Embora a costura seja vista como profissão de mãe e avó, o ofício tem começado a atrair atenção dos mais jovens. Daniele Pereira da Silva, por exemplo, teve o primeiro contato com a profissão aos 14 anos, no seu primeiro emprego em uma tapeçaria. Aos 15 ela foi para uma nova empresa e começou a costurar moletons.

Hoje, aos 17 anos, ela já vislumbra um futuro empreendedor na profissão. Para trabalhar, a jovem precisou dar uma pausa nos estudos, por isso, a intenção agora é terminar o Ensino Médio e, em seguida, ingressar no curso de Design de Moda. “Tenho muita vontade de abrir meu próprio atelier em casa. Já pensei em guardar dinheiro e reformar um cômodo atrás de casa e comprar uma máquina para começar”.

Atualmente, Daniele está empregada em uma empresa da localidade de Volta Grande. Mas, a cada nova costura que faz, o desejo de se profissionalizar aumenta mais. Quando criança, a costureira observava as irmãs na profissão e já sentia uma empatia.

Além de costureira, Daniele guarda o talento de desenhista que foi desenvolvido ainda na infância. “Penso que posso unir essas duas coisas para meu trabalho. Quero primeiro costurar para mim, depois fazer roupas sob medida para fora”.

Ela lembra que assim que começou a costurar, muitas pessoas se surpreenderam pela vocação que tinha para a profissão. Apesar de ser uma amante da costura, ela afirma que a função ainda é pouco valorizada. “É uma profissão tão essencial e não é tão reconhecida como deveria”.

Todo conhecimento que a jovem tem, adquiriu ao desenvolver peça por peça. “Eu acho que nasci com o dom de costurar, pois vejo que há meninas que querem costurar, mas no primeiro erro desistem. Mas eu insisti, pois era o que eu queria e gostava”.
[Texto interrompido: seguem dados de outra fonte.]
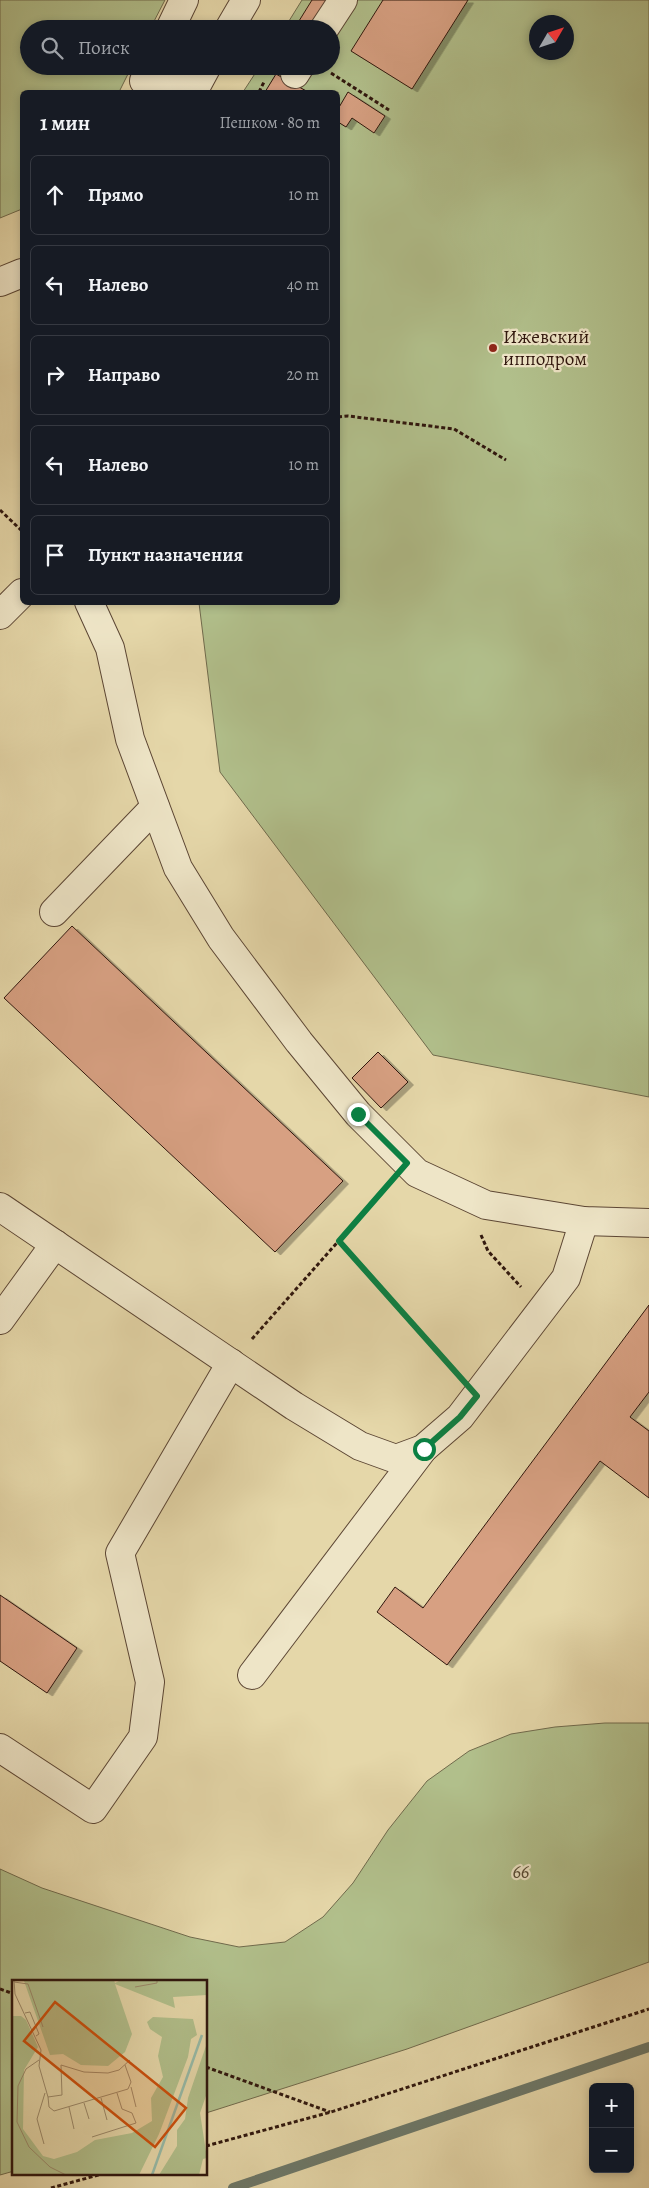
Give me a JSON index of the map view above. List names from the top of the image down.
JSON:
{
  "parks": ["66"],
  "places": ["Ижевский ипподром"],
  "north": "top right",
  "page": {
    "search": "Поиск",
    "heading": ["1 мин", "Пешком · 80 m"],
    "list": [
      ["Прямо", "10 m"],
      ["Налево", "40 m"],
      ["Направо", "20 m"],
      ["Налево", "10 m"],
      "Пункт назначения"
    ],
    "map_buttons": ["+", "−"]
  }
}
Em busca de aperfeiçoamento, Daniele vai todos os dias até a casa de uma amiga, depois do trabalho, onde aprende a usar outras máquinas e outras costuras. “Eu olho ela fazer e faço igual. É uma maneira de agregar meu currículo”.


Desejo de crescer na área

Se tornar uma cabeleireira profissional teria dado certo para Debora Valcanaia, de 22 anos, se ela já não tivesse descoberto o amor pela máquina de costura. Isto porque aos 16 anos, a jovem conseguiu o primeiro emprego como revisora em uma facção. Mas o desejo sempre foi ser costureira.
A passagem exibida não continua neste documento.